Material for this exercise:
┏━━

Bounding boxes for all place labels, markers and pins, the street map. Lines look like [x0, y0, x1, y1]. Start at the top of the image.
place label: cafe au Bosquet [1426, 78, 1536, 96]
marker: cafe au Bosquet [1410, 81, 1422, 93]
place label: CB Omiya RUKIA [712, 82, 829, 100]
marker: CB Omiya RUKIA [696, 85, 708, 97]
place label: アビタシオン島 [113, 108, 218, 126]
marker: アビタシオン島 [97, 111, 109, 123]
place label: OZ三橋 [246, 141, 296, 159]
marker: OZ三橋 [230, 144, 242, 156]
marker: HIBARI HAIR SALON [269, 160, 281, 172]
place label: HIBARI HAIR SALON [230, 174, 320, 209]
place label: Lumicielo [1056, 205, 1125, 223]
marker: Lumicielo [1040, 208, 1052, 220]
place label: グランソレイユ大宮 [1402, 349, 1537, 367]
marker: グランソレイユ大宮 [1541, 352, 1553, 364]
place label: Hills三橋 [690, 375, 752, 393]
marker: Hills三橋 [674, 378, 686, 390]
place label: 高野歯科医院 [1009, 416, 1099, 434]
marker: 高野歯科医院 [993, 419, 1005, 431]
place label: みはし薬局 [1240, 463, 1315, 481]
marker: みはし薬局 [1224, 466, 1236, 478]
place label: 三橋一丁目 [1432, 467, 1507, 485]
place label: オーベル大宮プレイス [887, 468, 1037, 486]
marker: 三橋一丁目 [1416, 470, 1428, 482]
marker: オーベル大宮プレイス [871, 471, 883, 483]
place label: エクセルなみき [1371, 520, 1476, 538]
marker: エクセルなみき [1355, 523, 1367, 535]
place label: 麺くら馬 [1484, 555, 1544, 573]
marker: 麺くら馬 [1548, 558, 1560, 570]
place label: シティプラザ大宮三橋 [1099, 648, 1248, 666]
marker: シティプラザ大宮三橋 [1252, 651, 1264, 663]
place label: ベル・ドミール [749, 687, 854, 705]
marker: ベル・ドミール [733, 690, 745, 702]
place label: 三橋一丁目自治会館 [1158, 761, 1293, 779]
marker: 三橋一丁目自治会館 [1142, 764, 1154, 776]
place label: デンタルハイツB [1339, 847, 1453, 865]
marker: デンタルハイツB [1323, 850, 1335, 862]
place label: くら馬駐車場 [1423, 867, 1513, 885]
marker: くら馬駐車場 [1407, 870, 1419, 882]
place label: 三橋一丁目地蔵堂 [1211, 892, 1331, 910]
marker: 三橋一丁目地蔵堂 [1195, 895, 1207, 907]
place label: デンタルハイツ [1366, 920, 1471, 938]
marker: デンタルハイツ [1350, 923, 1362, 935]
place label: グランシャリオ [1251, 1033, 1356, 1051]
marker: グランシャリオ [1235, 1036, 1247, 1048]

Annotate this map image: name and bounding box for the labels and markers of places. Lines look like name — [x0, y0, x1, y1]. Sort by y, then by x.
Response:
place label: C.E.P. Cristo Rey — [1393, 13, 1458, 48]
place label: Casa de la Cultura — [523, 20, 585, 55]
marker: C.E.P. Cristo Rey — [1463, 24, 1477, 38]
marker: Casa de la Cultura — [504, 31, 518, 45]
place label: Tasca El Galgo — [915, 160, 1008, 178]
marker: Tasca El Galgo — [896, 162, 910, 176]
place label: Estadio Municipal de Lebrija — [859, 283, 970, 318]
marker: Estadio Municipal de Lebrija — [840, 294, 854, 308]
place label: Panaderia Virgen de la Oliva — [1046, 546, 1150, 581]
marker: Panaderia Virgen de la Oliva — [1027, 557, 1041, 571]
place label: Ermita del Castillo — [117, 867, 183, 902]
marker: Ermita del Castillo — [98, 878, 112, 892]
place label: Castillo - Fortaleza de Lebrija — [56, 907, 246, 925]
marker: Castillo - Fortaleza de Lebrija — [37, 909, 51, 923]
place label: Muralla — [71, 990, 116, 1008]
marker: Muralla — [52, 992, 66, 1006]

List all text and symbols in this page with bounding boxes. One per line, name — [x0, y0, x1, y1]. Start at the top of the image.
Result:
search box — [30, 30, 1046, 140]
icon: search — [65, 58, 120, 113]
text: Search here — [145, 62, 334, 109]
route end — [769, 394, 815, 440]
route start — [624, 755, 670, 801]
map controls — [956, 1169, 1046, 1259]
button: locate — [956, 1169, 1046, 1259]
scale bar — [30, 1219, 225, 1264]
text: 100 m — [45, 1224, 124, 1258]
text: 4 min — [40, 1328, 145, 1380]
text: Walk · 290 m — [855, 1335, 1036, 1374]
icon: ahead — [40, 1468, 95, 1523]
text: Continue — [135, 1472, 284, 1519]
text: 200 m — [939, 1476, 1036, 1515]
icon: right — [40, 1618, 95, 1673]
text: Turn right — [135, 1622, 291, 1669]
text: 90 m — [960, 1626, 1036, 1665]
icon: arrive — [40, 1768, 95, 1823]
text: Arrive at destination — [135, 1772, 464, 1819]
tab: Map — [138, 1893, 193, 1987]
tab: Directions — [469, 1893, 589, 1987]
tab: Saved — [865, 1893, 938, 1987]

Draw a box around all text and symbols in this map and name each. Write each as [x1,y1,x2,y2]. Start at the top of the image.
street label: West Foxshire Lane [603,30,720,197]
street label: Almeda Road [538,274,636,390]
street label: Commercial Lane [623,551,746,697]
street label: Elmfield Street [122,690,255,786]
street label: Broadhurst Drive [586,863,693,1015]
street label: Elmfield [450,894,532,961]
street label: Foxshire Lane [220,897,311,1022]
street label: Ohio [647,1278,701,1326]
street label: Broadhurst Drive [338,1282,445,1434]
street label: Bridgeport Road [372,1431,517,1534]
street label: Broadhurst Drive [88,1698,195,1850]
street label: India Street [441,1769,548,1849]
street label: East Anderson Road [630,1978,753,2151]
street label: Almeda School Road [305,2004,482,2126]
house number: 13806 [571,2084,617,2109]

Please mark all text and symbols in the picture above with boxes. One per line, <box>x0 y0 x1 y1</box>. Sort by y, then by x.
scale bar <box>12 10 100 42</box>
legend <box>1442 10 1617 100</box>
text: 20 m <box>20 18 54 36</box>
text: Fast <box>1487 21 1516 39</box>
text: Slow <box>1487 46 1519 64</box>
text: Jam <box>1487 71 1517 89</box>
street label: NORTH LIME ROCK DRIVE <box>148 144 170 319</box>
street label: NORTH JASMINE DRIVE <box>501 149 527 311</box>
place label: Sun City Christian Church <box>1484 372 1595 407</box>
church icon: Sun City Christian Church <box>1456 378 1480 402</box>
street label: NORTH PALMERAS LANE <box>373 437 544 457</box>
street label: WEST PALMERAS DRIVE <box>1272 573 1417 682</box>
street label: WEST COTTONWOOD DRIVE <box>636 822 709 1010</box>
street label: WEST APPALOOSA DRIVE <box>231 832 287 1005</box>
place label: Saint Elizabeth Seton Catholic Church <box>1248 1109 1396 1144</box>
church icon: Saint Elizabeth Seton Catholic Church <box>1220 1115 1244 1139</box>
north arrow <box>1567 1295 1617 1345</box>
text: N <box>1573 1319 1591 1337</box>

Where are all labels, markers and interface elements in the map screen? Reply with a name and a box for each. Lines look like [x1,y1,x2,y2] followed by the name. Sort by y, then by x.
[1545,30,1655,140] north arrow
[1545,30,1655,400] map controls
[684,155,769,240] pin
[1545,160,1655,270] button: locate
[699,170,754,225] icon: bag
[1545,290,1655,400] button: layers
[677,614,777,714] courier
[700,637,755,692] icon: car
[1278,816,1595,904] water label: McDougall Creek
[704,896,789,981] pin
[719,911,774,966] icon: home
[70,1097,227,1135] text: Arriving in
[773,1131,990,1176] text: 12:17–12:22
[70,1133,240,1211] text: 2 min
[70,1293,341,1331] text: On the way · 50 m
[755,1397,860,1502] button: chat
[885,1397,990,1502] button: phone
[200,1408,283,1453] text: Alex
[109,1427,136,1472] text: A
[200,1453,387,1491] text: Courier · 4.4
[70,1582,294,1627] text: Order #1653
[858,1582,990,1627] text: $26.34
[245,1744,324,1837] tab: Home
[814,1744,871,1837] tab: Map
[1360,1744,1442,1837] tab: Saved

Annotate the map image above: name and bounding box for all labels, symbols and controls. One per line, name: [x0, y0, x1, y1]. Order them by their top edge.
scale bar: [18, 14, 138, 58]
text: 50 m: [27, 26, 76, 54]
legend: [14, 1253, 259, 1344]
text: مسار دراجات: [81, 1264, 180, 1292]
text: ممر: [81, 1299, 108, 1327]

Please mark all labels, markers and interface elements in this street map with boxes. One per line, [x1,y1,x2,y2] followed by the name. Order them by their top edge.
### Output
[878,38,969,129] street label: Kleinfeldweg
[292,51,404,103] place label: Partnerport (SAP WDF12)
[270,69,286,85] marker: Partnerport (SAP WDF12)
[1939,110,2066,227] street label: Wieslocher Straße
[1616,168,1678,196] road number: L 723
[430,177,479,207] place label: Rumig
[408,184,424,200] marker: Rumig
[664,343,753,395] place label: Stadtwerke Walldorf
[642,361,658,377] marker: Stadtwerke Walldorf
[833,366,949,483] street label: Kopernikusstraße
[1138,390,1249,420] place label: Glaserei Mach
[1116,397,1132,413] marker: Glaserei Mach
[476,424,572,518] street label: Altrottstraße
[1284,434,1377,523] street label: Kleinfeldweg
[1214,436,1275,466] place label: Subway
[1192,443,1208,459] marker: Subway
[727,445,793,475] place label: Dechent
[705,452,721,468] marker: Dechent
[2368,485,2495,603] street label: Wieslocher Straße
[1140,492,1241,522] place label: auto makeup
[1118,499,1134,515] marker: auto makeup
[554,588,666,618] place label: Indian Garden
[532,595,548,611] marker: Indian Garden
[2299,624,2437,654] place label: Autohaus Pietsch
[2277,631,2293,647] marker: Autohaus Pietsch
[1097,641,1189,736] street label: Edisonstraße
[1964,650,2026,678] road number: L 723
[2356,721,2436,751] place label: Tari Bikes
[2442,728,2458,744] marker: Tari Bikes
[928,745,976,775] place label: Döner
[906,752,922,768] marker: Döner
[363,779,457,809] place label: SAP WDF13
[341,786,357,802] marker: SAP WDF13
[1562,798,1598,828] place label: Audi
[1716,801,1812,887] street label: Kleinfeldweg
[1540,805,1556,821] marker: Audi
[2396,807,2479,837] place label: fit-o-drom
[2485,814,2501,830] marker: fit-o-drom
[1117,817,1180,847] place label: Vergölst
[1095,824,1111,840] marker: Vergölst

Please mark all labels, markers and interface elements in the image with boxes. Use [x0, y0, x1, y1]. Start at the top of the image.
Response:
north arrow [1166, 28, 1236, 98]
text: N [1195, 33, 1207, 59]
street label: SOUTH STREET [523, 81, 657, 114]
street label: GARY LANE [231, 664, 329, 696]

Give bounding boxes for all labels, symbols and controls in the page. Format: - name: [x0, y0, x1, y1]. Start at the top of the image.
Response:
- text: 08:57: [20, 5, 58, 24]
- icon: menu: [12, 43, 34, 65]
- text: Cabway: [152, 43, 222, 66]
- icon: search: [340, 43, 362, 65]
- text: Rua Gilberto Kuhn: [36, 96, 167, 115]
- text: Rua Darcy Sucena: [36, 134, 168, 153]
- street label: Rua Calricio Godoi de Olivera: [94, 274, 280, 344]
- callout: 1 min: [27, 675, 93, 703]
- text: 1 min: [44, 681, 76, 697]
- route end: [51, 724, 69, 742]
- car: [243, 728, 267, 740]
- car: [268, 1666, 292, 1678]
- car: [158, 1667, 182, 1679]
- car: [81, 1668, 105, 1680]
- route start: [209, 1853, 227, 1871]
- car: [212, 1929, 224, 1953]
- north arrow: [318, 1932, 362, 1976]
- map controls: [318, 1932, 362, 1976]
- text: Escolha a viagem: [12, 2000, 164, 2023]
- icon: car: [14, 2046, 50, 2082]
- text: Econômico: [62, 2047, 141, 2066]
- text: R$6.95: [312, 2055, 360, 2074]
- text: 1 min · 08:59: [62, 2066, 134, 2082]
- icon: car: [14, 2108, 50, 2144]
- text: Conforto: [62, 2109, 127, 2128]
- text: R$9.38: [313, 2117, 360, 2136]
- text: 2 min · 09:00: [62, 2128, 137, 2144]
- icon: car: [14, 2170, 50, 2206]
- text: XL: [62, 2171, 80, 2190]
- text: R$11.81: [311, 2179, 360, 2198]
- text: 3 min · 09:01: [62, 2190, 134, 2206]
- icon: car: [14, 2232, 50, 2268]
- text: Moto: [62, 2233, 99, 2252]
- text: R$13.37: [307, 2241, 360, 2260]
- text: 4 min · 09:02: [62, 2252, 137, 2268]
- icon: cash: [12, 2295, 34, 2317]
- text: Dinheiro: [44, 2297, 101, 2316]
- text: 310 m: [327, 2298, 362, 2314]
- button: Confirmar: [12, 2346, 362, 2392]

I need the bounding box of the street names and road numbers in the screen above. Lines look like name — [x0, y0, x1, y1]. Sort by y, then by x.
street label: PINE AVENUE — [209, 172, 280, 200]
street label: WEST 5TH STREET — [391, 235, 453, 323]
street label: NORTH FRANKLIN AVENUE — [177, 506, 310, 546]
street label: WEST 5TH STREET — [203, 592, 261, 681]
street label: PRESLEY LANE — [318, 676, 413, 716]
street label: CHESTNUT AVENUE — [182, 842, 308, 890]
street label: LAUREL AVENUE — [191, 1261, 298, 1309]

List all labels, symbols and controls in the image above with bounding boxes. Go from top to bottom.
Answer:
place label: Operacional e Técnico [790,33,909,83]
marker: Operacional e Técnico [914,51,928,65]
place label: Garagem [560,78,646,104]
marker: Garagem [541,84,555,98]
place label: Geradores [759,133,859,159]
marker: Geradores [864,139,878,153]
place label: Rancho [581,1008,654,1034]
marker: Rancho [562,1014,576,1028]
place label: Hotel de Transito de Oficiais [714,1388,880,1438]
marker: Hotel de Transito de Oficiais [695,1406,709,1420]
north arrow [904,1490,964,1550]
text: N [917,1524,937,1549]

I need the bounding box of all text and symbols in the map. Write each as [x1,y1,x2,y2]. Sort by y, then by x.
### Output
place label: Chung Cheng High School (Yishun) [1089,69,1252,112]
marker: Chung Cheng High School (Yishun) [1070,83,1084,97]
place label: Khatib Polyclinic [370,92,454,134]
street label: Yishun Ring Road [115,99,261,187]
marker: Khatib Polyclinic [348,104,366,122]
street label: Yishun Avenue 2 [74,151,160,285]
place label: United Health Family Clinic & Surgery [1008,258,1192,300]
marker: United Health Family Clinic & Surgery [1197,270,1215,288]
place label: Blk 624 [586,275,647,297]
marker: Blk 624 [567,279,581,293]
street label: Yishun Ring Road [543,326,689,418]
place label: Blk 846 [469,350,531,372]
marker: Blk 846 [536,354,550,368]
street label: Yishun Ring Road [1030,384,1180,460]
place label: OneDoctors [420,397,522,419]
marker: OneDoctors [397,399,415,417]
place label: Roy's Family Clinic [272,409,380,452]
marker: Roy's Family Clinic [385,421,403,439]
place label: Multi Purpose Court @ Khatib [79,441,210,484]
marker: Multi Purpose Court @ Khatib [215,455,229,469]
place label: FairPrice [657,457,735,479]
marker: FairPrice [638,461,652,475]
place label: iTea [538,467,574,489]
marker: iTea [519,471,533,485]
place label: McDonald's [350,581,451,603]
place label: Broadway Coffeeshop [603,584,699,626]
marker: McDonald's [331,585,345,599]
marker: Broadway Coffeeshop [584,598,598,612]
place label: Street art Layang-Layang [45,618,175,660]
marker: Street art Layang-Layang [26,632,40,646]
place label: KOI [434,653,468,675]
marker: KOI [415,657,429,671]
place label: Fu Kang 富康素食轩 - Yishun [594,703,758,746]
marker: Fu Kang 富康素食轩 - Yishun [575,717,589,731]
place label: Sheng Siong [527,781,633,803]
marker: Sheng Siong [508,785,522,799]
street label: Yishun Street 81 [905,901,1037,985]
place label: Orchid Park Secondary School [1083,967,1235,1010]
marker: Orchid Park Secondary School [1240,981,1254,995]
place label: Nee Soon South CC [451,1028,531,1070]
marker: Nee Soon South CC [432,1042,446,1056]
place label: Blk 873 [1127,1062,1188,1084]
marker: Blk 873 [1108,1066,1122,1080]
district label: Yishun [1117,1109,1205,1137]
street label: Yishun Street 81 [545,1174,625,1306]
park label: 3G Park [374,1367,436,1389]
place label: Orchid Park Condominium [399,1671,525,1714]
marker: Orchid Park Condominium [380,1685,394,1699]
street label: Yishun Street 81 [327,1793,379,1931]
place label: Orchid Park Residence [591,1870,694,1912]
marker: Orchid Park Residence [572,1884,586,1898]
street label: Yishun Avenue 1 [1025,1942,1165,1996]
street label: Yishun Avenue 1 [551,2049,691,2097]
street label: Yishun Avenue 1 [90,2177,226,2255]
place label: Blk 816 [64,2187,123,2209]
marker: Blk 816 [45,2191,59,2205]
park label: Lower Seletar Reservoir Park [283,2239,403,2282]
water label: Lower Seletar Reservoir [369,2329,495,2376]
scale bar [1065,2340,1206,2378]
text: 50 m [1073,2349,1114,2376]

┗━━

Problem statement: Reply with the number of lines in the data above that contain "Kang", and with nothing else.

Result of this task: 2